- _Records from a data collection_
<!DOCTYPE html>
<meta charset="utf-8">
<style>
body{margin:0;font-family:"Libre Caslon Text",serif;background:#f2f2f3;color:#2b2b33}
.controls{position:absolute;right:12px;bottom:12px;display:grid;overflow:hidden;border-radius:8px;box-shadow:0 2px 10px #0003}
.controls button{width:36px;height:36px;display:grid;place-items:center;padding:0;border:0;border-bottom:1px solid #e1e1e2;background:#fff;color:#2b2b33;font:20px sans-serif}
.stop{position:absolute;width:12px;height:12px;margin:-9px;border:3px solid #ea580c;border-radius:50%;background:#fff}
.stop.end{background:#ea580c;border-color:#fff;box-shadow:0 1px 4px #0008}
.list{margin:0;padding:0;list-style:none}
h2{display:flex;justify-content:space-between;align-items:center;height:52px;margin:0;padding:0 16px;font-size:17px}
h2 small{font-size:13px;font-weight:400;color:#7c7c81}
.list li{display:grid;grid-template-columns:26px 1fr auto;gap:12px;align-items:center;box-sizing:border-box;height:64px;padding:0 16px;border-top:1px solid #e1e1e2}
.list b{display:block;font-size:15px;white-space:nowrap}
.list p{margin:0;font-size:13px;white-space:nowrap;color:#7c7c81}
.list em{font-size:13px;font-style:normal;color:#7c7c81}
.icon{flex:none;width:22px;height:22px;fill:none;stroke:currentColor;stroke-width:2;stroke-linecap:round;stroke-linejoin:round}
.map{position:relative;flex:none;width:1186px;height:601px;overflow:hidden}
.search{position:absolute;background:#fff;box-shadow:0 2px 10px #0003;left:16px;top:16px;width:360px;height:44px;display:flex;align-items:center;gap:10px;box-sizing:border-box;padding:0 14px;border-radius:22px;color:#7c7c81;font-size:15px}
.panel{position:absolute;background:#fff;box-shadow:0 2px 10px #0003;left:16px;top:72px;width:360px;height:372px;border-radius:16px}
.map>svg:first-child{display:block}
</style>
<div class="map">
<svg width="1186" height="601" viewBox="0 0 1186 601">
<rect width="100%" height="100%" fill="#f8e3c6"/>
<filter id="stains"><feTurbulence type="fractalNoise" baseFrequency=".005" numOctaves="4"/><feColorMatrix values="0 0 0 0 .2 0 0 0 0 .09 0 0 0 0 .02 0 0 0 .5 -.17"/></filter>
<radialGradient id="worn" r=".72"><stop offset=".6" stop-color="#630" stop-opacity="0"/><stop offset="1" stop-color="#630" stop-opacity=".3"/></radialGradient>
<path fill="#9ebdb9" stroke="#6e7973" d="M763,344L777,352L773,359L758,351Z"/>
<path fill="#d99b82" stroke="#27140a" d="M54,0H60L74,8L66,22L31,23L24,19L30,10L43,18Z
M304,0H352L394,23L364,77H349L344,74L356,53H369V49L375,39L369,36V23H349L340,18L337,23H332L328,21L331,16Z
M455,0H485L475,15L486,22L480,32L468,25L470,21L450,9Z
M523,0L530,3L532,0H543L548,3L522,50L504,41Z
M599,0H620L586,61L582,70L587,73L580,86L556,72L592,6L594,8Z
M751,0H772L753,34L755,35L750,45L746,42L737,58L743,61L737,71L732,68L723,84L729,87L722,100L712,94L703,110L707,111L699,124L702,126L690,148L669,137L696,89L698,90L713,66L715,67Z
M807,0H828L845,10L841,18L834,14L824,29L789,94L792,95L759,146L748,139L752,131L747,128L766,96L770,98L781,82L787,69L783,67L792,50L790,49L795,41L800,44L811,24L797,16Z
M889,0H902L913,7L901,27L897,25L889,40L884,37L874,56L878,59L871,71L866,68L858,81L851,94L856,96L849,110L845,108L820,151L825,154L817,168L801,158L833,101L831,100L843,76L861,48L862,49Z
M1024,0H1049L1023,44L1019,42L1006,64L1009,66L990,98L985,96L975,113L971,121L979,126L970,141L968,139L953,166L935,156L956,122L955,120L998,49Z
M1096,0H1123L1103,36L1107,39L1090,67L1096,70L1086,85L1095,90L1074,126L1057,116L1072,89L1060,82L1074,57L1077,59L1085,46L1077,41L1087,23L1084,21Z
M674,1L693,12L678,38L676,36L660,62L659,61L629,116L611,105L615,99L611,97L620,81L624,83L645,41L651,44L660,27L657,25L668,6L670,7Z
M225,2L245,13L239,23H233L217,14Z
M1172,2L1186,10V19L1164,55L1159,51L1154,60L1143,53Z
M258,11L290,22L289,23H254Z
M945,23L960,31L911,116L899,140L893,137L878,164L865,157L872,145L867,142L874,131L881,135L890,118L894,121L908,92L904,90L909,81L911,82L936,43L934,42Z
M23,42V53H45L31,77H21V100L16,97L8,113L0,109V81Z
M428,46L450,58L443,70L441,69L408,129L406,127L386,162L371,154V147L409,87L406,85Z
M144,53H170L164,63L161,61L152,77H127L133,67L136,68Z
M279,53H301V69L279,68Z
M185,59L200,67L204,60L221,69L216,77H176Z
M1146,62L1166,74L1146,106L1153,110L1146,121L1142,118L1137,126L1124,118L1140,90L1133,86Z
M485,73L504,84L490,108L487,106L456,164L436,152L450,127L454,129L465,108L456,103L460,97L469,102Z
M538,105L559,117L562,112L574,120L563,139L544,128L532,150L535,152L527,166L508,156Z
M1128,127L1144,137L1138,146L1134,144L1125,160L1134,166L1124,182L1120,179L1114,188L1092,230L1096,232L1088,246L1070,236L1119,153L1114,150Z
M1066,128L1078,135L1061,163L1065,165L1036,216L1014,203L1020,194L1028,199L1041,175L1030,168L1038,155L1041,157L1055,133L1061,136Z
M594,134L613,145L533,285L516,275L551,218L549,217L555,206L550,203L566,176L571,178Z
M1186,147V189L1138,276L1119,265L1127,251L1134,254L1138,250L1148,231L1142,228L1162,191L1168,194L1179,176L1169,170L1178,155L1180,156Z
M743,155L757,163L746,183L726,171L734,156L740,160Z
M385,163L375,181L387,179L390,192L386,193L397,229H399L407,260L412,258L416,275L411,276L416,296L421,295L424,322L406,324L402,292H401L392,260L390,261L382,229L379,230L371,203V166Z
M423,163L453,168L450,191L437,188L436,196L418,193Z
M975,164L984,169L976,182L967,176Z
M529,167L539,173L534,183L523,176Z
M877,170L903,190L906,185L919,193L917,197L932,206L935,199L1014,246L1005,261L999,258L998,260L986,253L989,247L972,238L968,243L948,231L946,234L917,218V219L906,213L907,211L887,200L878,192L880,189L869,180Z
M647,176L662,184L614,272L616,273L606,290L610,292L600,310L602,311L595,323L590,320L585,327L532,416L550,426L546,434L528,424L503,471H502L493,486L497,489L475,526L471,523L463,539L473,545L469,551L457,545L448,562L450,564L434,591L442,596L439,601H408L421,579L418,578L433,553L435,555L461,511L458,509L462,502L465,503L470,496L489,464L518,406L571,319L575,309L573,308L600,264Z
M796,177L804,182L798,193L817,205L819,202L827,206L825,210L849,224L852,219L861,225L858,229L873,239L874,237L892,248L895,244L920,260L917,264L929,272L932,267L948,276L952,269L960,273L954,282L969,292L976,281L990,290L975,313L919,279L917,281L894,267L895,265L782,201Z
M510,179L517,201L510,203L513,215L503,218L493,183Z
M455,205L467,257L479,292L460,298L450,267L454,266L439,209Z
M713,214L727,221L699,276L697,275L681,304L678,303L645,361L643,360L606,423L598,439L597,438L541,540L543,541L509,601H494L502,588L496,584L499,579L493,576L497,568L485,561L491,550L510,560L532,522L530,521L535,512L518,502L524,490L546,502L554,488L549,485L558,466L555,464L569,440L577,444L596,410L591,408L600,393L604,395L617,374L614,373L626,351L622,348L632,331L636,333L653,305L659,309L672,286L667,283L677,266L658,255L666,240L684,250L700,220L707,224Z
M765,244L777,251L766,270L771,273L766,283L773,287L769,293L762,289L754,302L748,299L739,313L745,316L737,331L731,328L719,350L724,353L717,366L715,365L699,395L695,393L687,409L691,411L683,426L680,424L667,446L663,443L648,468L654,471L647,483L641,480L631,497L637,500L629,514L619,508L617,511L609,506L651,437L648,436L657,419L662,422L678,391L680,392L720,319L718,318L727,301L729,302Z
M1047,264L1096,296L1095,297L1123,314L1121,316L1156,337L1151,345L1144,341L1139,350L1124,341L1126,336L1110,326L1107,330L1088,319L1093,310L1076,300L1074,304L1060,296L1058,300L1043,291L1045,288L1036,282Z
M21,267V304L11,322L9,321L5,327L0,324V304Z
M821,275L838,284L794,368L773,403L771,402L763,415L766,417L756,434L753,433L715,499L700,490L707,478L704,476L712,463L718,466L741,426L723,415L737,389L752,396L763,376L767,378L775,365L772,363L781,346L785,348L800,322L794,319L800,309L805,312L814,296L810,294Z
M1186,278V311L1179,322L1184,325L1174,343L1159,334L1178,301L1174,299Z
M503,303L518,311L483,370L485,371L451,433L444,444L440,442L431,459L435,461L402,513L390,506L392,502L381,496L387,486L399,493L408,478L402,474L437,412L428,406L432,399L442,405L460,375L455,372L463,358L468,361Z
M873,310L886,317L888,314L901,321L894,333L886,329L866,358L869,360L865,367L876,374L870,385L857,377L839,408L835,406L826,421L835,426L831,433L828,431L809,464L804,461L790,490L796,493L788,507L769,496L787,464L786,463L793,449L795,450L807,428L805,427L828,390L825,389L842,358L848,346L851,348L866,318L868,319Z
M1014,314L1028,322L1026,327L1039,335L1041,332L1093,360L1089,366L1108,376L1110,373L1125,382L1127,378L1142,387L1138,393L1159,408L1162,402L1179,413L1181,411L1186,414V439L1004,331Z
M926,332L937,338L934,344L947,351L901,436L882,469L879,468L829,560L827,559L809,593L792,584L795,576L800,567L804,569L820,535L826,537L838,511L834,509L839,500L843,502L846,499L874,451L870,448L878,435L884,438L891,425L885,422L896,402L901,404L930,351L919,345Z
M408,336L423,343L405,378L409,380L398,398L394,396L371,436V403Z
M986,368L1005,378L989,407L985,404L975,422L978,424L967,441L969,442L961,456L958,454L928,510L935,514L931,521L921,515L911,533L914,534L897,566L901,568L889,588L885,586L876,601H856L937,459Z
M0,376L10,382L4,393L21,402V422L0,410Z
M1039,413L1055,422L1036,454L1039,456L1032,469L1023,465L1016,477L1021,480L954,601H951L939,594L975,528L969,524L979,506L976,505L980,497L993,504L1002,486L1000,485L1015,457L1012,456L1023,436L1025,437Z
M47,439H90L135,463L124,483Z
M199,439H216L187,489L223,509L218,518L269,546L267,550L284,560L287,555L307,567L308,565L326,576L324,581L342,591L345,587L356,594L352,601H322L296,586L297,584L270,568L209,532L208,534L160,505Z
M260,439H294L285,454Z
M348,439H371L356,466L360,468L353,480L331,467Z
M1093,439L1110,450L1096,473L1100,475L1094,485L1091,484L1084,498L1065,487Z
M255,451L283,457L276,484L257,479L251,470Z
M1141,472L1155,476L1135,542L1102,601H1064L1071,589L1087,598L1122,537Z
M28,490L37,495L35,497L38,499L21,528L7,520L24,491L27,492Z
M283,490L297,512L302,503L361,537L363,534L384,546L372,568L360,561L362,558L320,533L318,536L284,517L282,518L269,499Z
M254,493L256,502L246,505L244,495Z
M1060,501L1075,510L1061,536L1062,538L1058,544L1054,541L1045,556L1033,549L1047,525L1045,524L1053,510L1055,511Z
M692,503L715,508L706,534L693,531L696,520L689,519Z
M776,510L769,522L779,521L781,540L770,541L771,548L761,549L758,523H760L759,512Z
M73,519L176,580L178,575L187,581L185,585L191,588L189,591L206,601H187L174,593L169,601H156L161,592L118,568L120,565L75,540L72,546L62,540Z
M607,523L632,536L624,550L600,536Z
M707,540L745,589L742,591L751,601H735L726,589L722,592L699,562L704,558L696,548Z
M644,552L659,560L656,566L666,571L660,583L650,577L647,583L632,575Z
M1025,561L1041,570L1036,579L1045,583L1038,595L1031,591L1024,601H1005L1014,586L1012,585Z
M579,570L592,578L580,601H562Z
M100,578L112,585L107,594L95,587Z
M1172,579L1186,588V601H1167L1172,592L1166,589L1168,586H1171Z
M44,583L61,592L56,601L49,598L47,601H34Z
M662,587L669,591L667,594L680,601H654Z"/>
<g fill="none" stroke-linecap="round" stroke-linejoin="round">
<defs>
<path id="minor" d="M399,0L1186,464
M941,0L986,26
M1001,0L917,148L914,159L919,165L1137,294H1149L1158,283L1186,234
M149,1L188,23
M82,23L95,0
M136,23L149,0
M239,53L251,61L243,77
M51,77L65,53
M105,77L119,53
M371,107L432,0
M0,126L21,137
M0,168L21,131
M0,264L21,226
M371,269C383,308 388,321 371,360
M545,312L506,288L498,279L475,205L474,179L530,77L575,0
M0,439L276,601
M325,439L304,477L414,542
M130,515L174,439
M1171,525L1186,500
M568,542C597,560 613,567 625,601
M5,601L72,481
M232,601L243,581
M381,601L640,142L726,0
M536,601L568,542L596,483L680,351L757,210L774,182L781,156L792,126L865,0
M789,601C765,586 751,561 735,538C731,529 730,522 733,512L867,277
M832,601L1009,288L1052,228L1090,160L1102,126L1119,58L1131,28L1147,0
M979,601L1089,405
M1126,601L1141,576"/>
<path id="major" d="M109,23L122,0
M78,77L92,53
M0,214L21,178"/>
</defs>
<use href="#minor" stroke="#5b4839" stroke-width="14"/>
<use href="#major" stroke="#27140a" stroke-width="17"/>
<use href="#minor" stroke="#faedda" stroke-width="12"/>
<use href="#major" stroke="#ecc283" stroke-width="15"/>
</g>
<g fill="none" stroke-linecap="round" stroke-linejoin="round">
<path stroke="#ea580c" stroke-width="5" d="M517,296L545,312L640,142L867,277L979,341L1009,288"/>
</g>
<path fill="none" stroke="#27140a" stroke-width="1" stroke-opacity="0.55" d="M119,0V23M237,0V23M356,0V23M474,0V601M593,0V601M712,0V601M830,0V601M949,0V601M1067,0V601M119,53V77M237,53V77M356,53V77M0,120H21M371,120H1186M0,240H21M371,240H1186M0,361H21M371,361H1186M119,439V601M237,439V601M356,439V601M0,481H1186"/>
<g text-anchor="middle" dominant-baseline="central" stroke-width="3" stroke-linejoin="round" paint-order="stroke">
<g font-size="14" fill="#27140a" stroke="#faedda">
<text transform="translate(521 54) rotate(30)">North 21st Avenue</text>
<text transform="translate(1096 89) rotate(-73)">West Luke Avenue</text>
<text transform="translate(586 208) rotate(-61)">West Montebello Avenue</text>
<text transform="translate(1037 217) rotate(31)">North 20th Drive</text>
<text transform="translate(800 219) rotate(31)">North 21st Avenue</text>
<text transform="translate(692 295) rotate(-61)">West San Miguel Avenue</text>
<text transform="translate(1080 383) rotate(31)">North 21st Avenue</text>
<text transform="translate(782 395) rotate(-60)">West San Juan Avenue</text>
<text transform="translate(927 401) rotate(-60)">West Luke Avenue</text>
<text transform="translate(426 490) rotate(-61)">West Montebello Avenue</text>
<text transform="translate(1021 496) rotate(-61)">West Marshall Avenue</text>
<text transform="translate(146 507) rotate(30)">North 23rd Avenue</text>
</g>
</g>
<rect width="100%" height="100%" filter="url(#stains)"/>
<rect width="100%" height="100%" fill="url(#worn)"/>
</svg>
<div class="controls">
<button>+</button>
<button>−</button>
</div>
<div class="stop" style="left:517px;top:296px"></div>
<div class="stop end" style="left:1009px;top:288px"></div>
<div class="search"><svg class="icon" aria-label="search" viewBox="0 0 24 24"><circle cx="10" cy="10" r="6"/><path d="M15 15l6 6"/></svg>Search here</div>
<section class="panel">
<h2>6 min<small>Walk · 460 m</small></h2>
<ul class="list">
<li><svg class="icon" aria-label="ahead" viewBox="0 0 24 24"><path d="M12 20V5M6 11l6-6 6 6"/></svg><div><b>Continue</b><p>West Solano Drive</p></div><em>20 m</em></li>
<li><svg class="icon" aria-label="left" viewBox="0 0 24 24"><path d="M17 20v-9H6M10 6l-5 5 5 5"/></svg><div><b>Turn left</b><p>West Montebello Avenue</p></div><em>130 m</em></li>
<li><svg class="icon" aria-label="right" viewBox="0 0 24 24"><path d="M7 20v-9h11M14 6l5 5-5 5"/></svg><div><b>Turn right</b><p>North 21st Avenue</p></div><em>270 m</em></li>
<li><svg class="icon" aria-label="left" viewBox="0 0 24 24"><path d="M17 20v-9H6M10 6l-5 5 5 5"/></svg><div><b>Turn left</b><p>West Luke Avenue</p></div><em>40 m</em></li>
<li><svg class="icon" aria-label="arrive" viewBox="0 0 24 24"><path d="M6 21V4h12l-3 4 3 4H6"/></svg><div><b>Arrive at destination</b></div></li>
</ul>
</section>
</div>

- _Exercise_
In the records above, find every line containing the word "solid" and show it.

- _Task answer_
.controls button{width:36px;height:36px;display:grid;place-items:center;padding:0;border:0;border-bottom:1px solid #e1e1e2;background:#fff;color:#2b2b33;font:20px sans-serif}
.stop{position:absolute;width:12px;height:12px;margin:-9px;border:3px solid #ea580c;border-radius:50%;background:#fff}
.list li{display:grid;grid-template-columns:26px 1fr auto;gap:12px;align-items:center;box-sizing:border-box;height:64px;padding:0 16px;border-top:1px solid #e1e1e2}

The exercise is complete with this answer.